From the NY Times, by Steven Greenhouse.
The University of Michigan announced on Monday that it was ending its apparel licensing agreement with the Russell Corporation, becoming the 12th university to do so in response to the company’s decision to close a unionized factory in Honduras.
University of Michigan officials said an agreement under which Russell made T-shirts, sweatshirts and fleeces with university logos would end as of March 31 because Russell had violated the university’s code of conduct calling on licensees to guarantee the basic rights of workers.
Michigan joined Columbia, Cornell, Duke, Georgetown, Purdue, Rutgers and several other universities that curtailed agreements with Russell, a subsidiary of Fruit of the Loom, which is owned by Berkshire Hathaway.
On Jan. 31, Russell closed its Jerzees de Honduras plant, where 750 of the 1,800 employees had joined a union, and the management and the union were in a contract dispute.
The Worker Rights Consortium, a factory monitoring group sponsored by 185 universities, condemned the closing, saying it had been done partly because of antiunion animus. Another monitoring group, the Fair Labor Association, also found labor violations.
In a report issued Feb. 16, Russell said the closing was the result of “economic considerations and was not caused by the presence of the union at the factory.”
John Shivel, senior vice president for marketing, advertising and communications at Fruit of the Loom, said the company could not grant an interview about the universities’ decisions.

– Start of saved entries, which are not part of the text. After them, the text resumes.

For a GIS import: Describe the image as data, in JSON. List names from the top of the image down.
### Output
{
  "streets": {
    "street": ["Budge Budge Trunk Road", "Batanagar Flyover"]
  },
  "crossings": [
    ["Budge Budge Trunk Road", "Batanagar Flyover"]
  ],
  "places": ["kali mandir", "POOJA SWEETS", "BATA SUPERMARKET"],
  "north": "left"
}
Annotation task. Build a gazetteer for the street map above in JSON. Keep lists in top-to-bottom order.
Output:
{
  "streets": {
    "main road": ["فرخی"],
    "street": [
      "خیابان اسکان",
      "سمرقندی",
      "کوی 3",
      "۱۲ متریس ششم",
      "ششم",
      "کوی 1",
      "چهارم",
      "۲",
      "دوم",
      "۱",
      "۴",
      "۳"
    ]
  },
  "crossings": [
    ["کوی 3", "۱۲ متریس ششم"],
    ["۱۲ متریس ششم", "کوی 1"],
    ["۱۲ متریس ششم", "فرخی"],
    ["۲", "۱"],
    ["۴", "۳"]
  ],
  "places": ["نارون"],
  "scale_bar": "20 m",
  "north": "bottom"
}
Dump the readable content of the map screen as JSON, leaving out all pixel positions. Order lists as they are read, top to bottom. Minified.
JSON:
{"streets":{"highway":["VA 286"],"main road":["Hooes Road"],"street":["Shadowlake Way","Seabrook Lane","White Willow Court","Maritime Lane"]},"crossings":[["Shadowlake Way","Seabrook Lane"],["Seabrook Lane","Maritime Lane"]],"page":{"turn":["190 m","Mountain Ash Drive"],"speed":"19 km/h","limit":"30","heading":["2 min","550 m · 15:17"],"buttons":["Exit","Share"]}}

Kelly Cunningham, a University of Michigan spokeswoman, said the school ended Russell’s license on the recommendation of the university president’s Advisory Committee on Labor Standards and Human Rights.
“The committee found that the company had not respected the employees’ right to association and had not adhered to the company’s own standards of conduct,” Ms. Cunningham said. “We do not feel that continuing the license is appropriate.”
Scott Nova, executive director of the Worker Rights Consortium, said, “Over a period of two years, Russell engaged in the systematic abuse of the associational rights of its workers in Honduras, thereby gravely and repeatedly violating the universities’ codes of conduct.”
His consortium, an independent labor rights monitoring group, and the Fair Labor Association had previously found that Russell’s Honduras operation improperly fired 145 union supporters in 2007. After numerous universities and student groups protested, the company reinstated the workers, paid back wages and granted union recognition.
The consortium also found that factory supervisors had harassed and intimidated union supporters and had denied union officials and government inspectors access to the plant.
“This is a toxic company,” said Leigh Wedenoja, a University of Michigan senior who is a member of the president’s advisory committee as well as Students Organizing for Labor and Economic Equality. “We feel that if the university is serious about encouraging human rights, then we could not keep Russell as a licensee.”
Last Friday, Cornell announced it was ending its agreement with Russell. A University spokesman, Mike Powers, said “Cornell is committed to respecting the rights of workers around the world, and we expect the companies that are licensed to produce Cornell apparel to share that commitment.”
In its report last week, Russell wrote, “We acknowledge that management mistakes were made that led to a failure to adhere” to “standards on freedom of association.”
The company vowed to improve its compliance and enhance what it called its “overall corporate social responsibility process,” includes having third-party monitors inspect factories.